Brexit suspect had interest in material from U.S. white nationalists
A U.S.-based group that has surfaced in the aftermath of the death of a British lawmaker has a high profile among white nationalists.
The National Alliance, profiled by The Kansas City Star last year in a series on domestic terrorism, is probably best known for a book that founder William Pierce wrote decades ago.
“The Turner Diaries” is about a race war in which white insurgents kill blacks and Jews and bomb a federal building. Federal prosecutors said Timothy McVeigh used the book as a blueprint for the 1995 Oklahoma City bombing.
The National Alliance, based in West Virginia, has been through turmoil since Pierce died in 2002.
Current chairman Will Williams, a U.S. Army Green Beret and Vietnam veteran, is a longtime white nationalist and friend of F. Glenn Miller Jr., the neo-Nazi who killed three people in 2014 outside two Jewish centers in Overland Park.
Williams told The Star in a series of interviews last year that he joined the National Alliance in 1991 but quit in 2002 shortly before Pierce died because he didn’t like the direction it was going. But in 2014, Williams returned and took over as chairman.
He said he didn’t see himself as a racist but “a race thinker” and “a racial loyalist.”

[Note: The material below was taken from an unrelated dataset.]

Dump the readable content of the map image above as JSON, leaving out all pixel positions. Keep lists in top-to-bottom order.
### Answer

Thomas Mair, who was arrested after the killing of Parliament member Jo Cox, has had ties to neo-Nazi groups, news outlets reported Friday.
The Guardian, a British newspaper, reported Friday that sources said police found samples of Nazi regalia and far-right literature when they searched the home of Mair.

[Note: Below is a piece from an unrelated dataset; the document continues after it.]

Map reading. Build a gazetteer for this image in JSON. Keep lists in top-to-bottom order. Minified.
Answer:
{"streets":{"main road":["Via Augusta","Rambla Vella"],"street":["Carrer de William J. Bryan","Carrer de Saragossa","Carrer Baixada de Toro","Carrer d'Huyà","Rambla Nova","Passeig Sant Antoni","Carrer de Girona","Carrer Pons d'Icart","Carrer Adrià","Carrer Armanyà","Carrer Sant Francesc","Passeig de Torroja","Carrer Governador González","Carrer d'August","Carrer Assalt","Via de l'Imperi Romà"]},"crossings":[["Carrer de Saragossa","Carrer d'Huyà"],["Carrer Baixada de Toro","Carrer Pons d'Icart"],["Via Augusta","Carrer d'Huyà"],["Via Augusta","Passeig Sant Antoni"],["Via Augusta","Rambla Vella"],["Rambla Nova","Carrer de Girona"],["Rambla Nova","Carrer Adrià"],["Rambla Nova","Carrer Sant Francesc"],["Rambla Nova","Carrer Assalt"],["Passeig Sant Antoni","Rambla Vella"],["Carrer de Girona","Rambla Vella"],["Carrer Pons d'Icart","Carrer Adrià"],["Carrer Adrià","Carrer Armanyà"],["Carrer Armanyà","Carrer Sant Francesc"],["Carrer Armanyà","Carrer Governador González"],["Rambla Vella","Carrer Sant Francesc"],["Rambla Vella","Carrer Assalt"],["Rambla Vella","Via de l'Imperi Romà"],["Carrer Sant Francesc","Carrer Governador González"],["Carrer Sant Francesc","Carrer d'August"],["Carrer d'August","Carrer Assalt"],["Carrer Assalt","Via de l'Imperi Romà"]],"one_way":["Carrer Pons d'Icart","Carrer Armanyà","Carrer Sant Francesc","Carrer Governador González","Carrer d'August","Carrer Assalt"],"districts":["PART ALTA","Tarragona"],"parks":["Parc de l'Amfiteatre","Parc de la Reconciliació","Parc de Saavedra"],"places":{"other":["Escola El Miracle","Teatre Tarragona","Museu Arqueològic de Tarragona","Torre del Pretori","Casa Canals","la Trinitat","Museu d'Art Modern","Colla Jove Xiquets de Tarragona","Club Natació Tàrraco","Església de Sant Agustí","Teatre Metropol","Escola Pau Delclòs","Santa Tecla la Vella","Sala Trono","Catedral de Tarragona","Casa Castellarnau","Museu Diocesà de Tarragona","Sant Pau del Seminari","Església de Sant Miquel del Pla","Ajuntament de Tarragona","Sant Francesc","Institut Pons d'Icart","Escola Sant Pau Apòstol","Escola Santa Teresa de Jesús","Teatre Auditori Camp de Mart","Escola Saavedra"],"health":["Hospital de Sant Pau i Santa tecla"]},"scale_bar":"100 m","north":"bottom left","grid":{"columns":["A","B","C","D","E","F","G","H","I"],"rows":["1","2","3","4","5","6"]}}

The Southern Poverty Law Center said Mair, 52, was a longtime supporter of the National Alliance and had purchased books and other literature from the organization between 1999 and 2003.

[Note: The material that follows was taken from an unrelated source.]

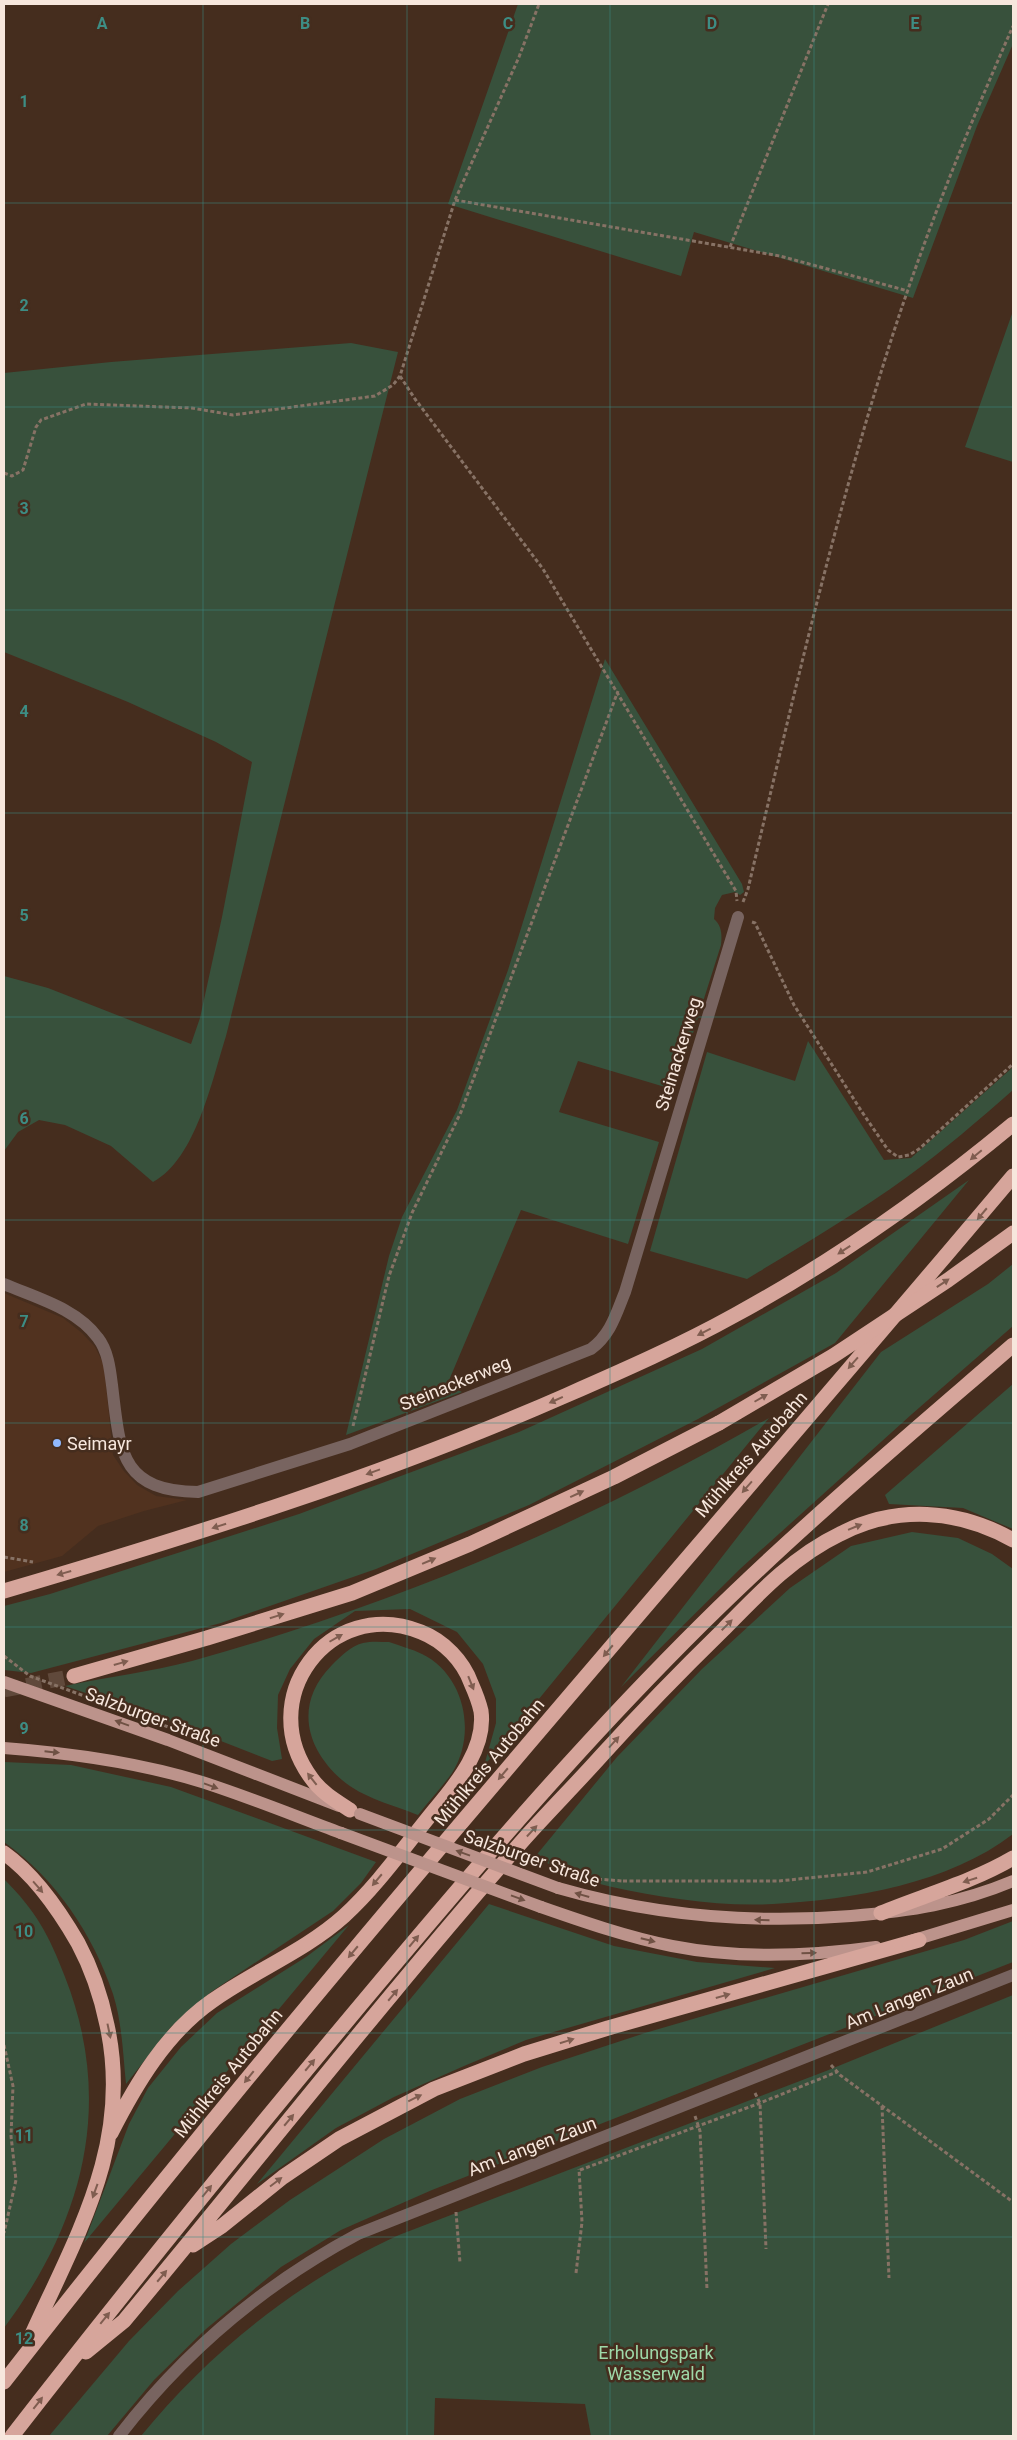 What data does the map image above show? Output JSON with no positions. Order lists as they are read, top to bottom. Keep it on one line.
{"streets":{"highway":["Mühlkreis Autobahn"],"main road":["Salzburger Straße"],"street":["Steinackerweg","Am Langen Zaun"]},"parks":["Erholungspark Wasserwald"],"places":["Seimayr"],"grid":{"columns":["A","B","C","D","E"],"rows":["1","2","3","4","5","6","7","8","9","10","11","12"]}}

The law center said it obtained records showing Mair, who lives in Birstall, had been a National Alliance supporter for decades.
The law center said invoices showed Mair had sent about $620 to the organization for items purchased through its printing imprint, National Vanguard books. Among the purchases was a manual that included instructions on how to build a pistol.
Mair also bought publications that discussed the “Chemistry of Powder & Explosives,” “Incendiaries” and a work called “Improvised Munitions Handbook,” the law center said.
In a statement, the National Alliance described the group as “an educational organization working for the long-term interests of white people worldwide.”
It denied any involvement with Mair and said the records of his alleged purchases were obtained illegally.
“The National Alliance had and has no connection with Thomas Mair any more than with any other book customer; we did not work with him, were not familiar with him, and did not remember his name even after the release of the illegally-obtained book receipts,” the statement said.
“The National Alliance is a strictly legal organization and has always warned its members against illegal activity.”
Through the years, the statement said, National Vanguard Books has sold hundreds of thousands of books to hundreds of thousands of customers.